[WHAT TO WORK ON] What is the count of lines in the data that hold the string "weight"? State the number alone.

Stored items:
********
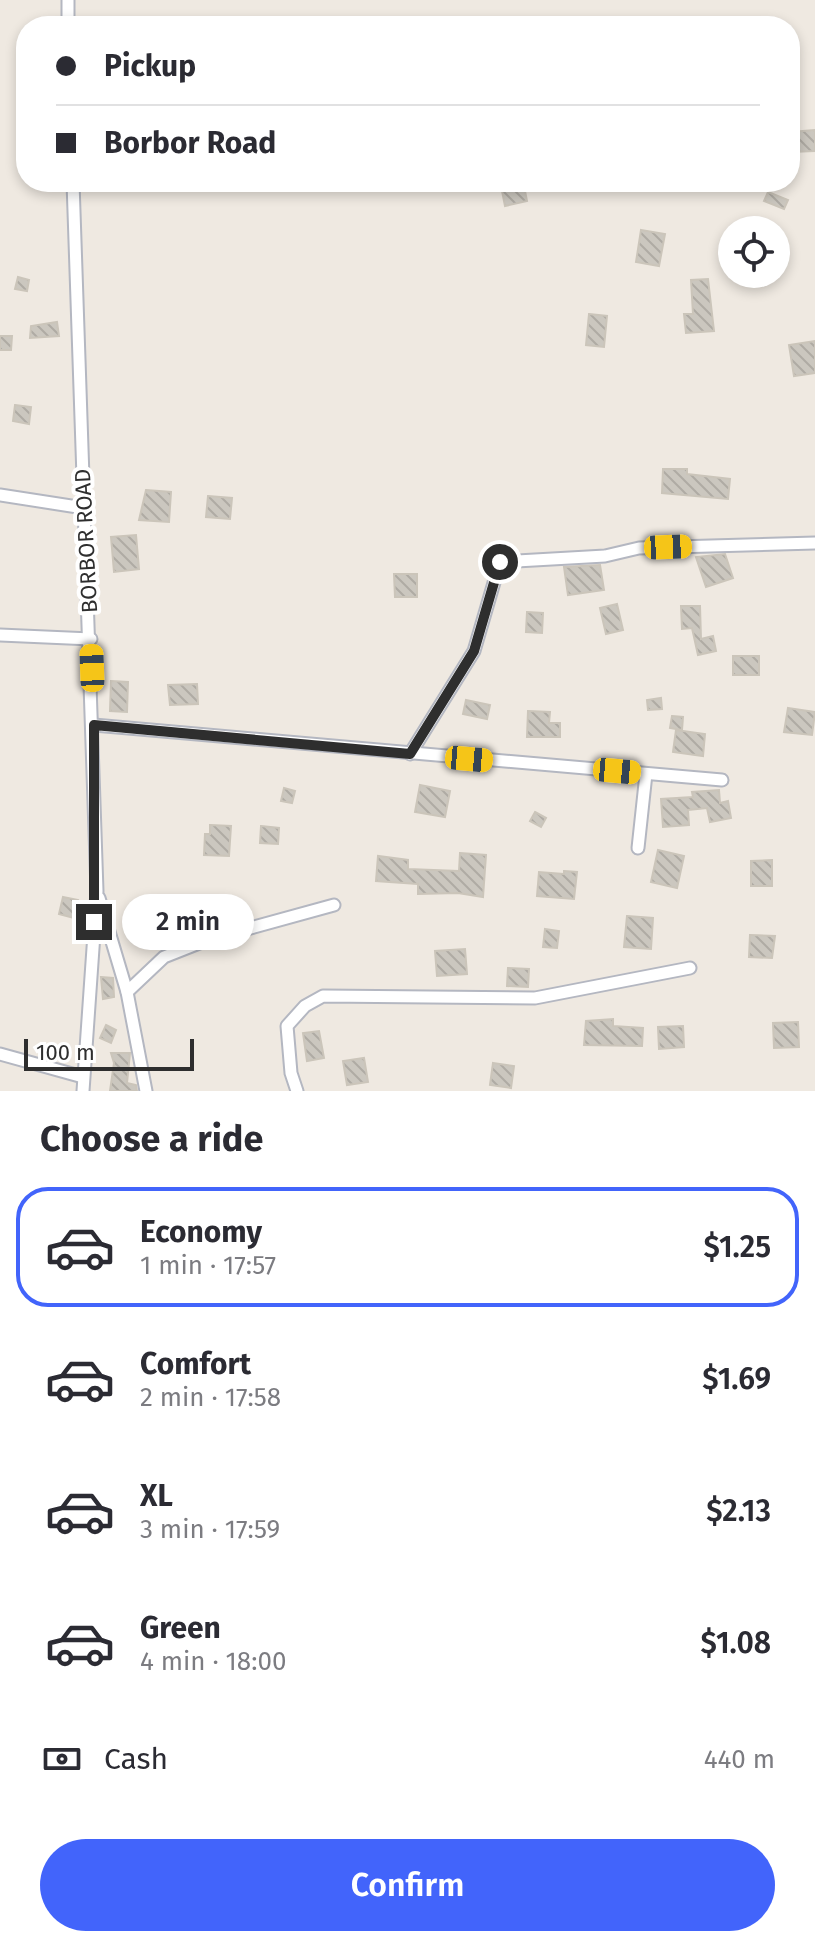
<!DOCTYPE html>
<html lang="en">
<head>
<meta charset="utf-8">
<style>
	body { margin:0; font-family:"Fira Sans",sans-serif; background:#f7f7f7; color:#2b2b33; height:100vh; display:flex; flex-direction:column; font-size:30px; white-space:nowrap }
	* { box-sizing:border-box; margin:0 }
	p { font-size:26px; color:#7c7c81 }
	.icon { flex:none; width:44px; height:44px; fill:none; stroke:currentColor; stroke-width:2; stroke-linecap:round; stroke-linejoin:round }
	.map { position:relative; height:1091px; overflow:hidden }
	.drawer { display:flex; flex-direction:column; background:#fff; flex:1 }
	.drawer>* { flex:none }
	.top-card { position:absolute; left:16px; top:16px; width:784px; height:176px; border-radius:32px; box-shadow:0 4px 12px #0003; display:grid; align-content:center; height:176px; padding:0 40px; background:#fff }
	.controls { position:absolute; left:718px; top:216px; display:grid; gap:16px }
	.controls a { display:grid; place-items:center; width:72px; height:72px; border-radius:50%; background:#fff; box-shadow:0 4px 12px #0003; font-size:40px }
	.scale { position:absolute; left:24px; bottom:20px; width:170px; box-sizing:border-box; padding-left:8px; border:4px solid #2e2e2e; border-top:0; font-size:22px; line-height:28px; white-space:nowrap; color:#2e2e2e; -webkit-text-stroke:6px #fff; paint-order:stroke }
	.end { position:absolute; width:36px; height:36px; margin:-18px; border:10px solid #2e2e2e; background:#fff; box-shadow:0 0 0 4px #fff }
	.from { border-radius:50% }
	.bubble { position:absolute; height:56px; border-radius:28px; background:#fff; box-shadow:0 4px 12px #0003; font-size:26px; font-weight:600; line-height:56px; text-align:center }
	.car { position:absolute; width:24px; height:48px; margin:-24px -12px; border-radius:10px; box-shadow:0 0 6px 2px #0007; background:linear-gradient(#f5c518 24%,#345 0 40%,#f5c518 0 76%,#345 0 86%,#f5c518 0) }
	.top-card b { display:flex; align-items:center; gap:28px; height:76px; font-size:30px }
	.top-card b+b { border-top:2px solid #e1e1e2 }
	.top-card i { width:20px; height:20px; background:#2b2b33 }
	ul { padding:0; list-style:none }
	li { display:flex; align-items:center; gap:24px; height:120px; margin:0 16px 12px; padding:0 24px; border:4px solid transparent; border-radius:32px }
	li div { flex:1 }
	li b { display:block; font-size:30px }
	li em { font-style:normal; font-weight:600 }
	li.on { border-color:#4264fb }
	li>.icon { width:72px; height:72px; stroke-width:1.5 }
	h2 { padding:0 40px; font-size:36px; line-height:96px }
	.pay { display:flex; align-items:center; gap:20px; height:88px; padding:0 40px; font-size:30px }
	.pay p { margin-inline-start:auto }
	.primary-button { display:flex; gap:16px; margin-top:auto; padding:16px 40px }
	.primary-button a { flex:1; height:92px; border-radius:48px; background:#4264fb; color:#fff; font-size:32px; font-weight:600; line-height:92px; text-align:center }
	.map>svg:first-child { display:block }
	.building { fill:url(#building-back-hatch); stroke:#cbc5ba; stroke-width:2 }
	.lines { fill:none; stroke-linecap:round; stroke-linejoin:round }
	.minor-casing { stroke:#b4b7c1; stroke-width:15 }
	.minor { stroke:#fff; stroke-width:11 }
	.route { stroke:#2e2e2e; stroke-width:10 }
	.labels { text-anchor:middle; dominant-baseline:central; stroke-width:8; stroke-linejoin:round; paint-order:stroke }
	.street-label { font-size:22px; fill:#2e2e2e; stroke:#fff }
</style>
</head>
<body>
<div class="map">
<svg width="815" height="1091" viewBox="0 0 815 1091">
	<defs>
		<pattern id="building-back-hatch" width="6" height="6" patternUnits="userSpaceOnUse" patternTransform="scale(2)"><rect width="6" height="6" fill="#cbc7bf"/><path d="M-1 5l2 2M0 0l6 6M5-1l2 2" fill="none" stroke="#afaba4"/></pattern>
	</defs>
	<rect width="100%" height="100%" fill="#efe9e1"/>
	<!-- building -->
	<g class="building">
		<polygon points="815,130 815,151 792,152 791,132"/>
		<polygon points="524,186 527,201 505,206 502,191"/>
		<polygon points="768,192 788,200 784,209 764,201"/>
		<polygon points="641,230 665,234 659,266 636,262"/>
		<polygon points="18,277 29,280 27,291 15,289"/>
		<polygon points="708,279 714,331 686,333 684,314 693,314 691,280"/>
		<polygon points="589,314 607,316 604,347 586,345"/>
		<polygon points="57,322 59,336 30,338 31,326"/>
		<polygon points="0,336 12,336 11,350 0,350"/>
		<polygon points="815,341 815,373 794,376 789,345"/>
		<polygon points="15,405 31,407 29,424 13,421"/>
		<polygon points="663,469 687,469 687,474 730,479 728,499 662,493"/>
		<polygon points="146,490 171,492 169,522 139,520"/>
		<polygon points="208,496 232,498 230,519 206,517"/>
		<polygon points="136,535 139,569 114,572 111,537"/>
		<polygon points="725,554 733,578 706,587 696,557"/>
		<polygon points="600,565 604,590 568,595 564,567"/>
		<polygon points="394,574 417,574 417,597 395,597"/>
		<polygon points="617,604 623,630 606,634 600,608"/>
		<polygon points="681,606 700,606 701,639 713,636 716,651 698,655 692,628 682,629"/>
		<polygon points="527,612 543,613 542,633 526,632"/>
		<rect x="733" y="656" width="26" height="19"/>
		<polygon points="111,681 128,682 127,712 110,711"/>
		<polygon points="197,684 198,704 170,705 168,685"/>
		<polygon points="661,698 662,709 648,710 647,700"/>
		<polygon points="466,700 490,705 487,719 463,714"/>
		<polygon points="788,708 815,712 812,735 784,732"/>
		<polygon points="528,711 550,712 549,723 560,723 560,737 527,737"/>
		<polygon points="672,716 683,717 682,730 670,728"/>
		<polygon points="676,730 705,734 703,756 673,752"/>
		<polygon points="420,785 450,791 445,817 415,812"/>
		<polygon points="284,788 295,791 292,803 281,801"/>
		<polygon points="719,790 720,803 728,801 731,818 710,822 707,808 688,810 689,825 663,827 661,799 693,797 692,792"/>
		<polygon points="535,812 546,818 541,827 530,821"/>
		<polygon points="210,825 231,826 229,856 204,855 205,834 210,834"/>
		<polygon points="261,826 279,828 278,844 260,843"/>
		<polygon points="658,850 684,856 677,888 651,882"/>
		<polygon points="460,853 486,855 483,897 458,893 418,894 418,884 376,881 378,856 408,860 408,869 459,871"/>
		<polygon points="772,860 772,886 751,886 751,861"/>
		<polygon points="564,871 577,872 574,899 537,896 539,872 564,874"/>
		<polygon points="63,897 78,900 74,918 59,914"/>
		<polygon points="627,916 653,918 651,949 624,947"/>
		<polygon points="545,929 559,931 557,948 543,947"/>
		<polygon points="750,935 775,936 772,958 749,957"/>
		<polygon points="465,949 467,974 437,976 435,951"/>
		<polygon points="508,968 529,969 528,987 507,986"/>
		<polygon points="101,977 113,978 114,997 103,999"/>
		<polygon points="613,1019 613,1026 643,1028 642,1046 584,1045 586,1021"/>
		<polygon points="798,1022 799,1047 774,1048 773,1023"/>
		<polygon points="106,1025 116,1030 111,1043 100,1038"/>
		<polygon points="683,1026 684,1047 659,1049 658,1027"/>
		<polygon points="319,1031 324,1058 307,1061 303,1033"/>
		<polygon points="111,1053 130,1053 127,1083 136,1085 137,1091 110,1091 114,1063"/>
		<polygon points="364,1058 368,1082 347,1085 343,1061"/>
		<polygon points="493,1063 514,1066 511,1088 490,1085"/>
	</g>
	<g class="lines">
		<defs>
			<g id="minor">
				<polyline points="68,0 68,26"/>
				<polyline points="73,182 97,891 83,1091"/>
				<polyline points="0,495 84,508"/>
				<polyline points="0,635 91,639"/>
				<polyline points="94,725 722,780"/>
				<polyline points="410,754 474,651 500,562 605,556 639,548 815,543"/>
				<polyline points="638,848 646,774"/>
				<polyline points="99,898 127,992 146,1091"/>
				<polyline points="127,992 164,957 207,940 334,905"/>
				<polyline points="0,1054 83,1077"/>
				<polyline points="297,1091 291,1073 287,1026 305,1006 323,996 535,998 690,968"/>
			</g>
		</defs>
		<!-- minor casing -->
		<use href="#minor" class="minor-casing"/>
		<!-- minor -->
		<use href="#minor" class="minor"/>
	</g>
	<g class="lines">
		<!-- route -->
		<polyline class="route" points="94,922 94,725 410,754 474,651 500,562"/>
	</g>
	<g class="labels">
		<!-- street labels -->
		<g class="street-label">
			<text transform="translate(86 541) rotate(-93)">BORBOR ROAD</text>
		</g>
	</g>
</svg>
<div class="controls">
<a><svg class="icon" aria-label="locate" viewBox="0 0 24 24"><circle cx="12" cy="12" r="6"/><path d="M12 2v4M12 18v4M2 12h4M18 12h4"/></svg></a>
</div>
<div class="scale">100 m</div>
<i class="end from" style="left:500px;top:562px"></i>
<i class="end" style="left:94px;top:922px"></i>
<div class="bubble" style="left:122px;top:894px;width:132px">2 min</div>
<i class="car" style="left:668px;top:547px;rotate:88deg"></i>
<i class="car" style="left:92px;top:668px;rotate:358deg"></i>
<i class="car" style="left:469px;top:759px;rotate:95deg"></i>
<i class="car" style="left:617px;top:771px;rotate:95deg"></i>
<div class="top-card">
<b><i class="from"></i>Pickup</b>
<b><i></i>Borbor Road</b>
</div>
</div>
<section class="drawer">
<h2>Choose a ride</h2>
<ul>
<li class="on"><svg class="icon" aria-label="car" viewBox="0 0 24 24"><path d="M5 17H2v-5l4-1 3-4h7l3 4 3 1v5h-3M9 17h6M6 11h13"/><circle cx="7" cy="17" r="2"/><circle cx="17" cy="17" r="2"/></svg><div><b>Economy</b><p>1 min · 17:57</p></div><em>$1.25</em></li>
<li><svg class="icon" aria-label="car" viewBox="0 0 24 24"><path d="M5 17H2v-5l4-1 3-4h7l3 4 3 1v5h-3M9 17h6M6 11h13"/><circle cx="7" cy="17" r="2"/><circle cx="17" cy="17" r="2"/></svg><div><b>Comfort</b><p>2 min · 17:58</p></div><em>$1.69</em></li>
<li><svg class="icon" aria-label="car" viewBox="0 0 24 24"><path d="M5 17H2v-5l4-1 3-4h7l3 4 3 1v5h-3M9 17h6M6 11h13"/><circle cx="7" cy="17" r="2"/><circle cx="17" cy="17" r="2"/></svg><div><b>XL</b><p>3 min · 17:59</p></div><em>$2.13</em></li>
<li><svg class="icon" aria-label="car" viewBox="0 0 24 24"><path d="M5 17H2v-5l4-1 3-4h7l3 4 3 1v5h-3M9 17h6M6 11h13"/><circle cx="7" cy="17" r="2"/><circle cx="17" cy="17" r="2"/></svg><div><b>Green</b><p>4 min · 18:00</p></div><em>$1.08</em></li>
</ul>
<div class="pay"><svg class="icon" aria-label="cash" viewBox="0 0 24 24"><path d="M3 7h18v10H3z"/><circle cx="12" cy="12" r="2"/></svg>Cash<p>440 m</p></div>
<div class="primary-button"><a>Confirm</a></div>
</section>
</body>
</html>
********
[TASK RESPONSE] 3